▸ TASK INSTRUCTIONS: Please restate each entry that appears below word for word, without its pictures.

▸ MATERIAL TO PROCESS:
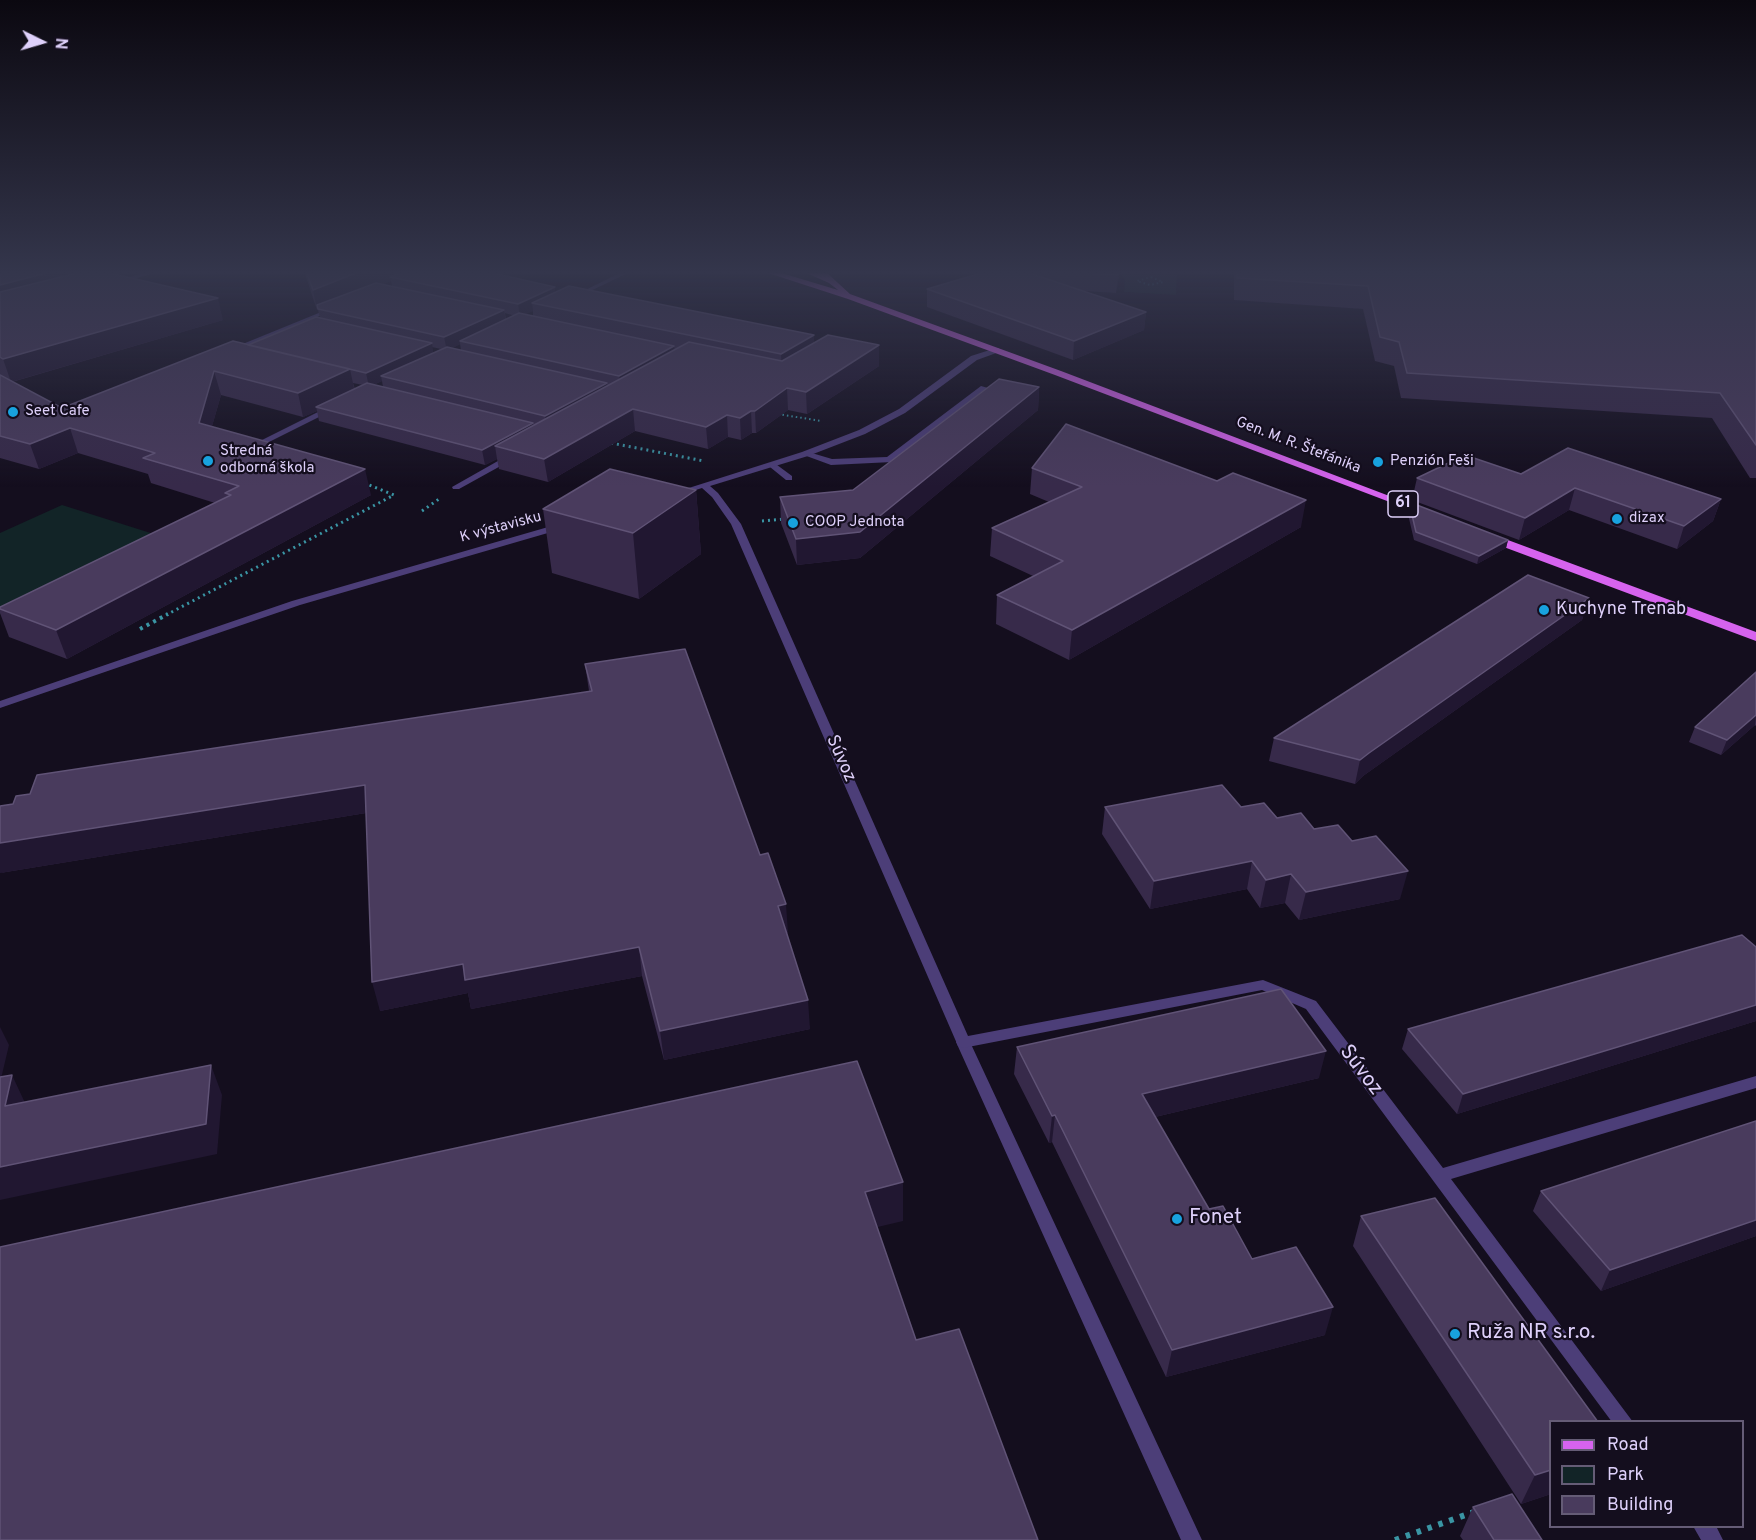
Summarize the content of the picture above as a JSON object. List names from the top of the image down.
{
  "streets": {
    "main road": ["Gen. M. R. Štefánika", "61"],
    "street": ["K výstavisku", "Súvoz"]
  },
  "crossings": [
    ["Gen. M. R. Štefánika", "61"]
  ],
  "places": [
    "Seet Cafe",
    "Stredná odborná škola",
    "Penzión Feši",
    "dizax",
    "COOP Jednota",
    "Kuchyne Trenab",
    "Fonet",
    "Ruža NR s.r.o."
  ],
  "legend": ["Road", "Park", "Building"],
  "north": "right"
}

▸ YOUR RESPONSE:
Summarize the content of the picture above as a JSON object. List names from the top of the image down.
{
  "streets": {
    "main road": ["Gen. M. R. Štefánika", "61"],
    "street": ["K výstavisku", "Súvoz"]
  },
  "crossings": [
    ["Gen. M. R. Štefánika", "61"]
  ],
  "places": [
    "Seet Cafe",
    "Stredná odborná škola",
    "Penzión Feši",
    "dizax",
    "COOP Jednota",
    "Kuchyne Trenab",
    "Fonet",
    "Ruža NR s.r.o."
  ],
  "legend": ["Road", "Park", "Building"],
  "north": "right"
}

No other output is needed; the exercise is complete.